■ WHAT THE EXERCISE ASKS
Retype exactly the stretch of lines that begins at the line containing "Bounding boxes for" and ends at the last line of the data, with no other lines.
------ EXTRACTED DATA ------
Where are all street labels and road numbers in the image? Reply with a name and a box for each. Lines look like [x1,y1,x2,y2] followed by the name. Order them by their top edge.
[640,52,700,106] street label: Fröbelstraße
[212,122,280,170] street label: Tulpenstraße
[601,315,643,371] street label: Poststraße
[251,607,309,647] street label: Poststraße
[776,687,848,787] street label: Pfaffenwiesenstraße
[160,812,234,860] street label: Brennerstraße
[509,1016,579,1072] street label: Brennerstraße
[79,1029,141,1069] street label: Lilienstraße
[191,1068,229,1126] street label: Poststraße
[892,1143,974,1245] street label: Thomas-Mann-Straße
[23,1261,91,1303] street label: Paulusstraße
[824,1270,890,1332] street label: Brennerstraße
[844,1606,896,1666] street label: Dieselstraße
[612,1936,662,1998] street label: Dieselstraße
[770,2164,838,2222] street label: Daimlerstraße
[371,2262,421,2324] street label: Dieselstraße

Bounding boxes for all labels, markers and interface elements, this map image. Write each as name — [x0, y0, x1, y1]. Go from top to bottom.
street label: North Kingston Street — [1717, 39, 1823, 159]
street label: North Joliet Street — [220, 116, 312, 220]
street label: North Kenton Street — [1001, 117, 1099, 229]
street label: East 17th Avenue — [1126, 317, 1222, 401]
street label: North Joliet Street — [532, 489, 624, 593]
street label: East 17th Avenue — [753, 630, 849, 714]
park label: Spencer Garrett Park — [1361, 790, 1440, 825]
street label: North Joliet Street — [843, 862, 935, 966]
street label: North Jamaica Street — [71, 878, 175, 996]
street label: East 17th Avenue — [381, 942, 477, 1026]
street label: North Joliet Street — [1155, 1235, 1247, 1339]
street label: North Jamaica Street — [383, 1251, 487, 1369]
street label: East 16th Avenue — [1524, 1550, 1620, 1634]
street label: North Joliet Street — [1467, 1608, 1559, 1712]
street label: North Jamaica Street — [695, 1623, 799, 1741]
------
■ YOUR SOLUTION
Bounding boxes for all labels, markers and interface elements, this map image. Write each as name — [x0, y0, x1, y1]. Go from top to bottom.
street label: North Kingston Street — [1717, 39, 1823, 159]
street label: North Joliet Street — [220, 116, 312, 220]
street label: North Kenton Street — [1001, 117, 1099, 229]
street label: East 17th Avenue — [1126, 317, 1222, 401]
street label: North Joliet Street — [532, 489, 624, 593]
street label: East 17th Avenue — [753, 630, 849, 714]
park label: Spencer Garrett Park — [1361, 790, 1440, 825]
street label: North Joliet Street — [843, 862, 935, 966]
street label: North Jamaica Street — [71, 878, 175, 996]
street label: East 17th Avenue — [381, 942, 477, 1026]
street label: North Joliet Street — [1155, 1235, 1247, 1339]
street label: North Jamaica Street — [383, 1251, 487, 1369]
street label: East 16th Avenue — [1524, 1550, 1620, 1634]
street label: North Joliet Street — [1467, 1608, 1559, 1712]
street label: North Jamaica Street — [695, 1623, 799, 1741]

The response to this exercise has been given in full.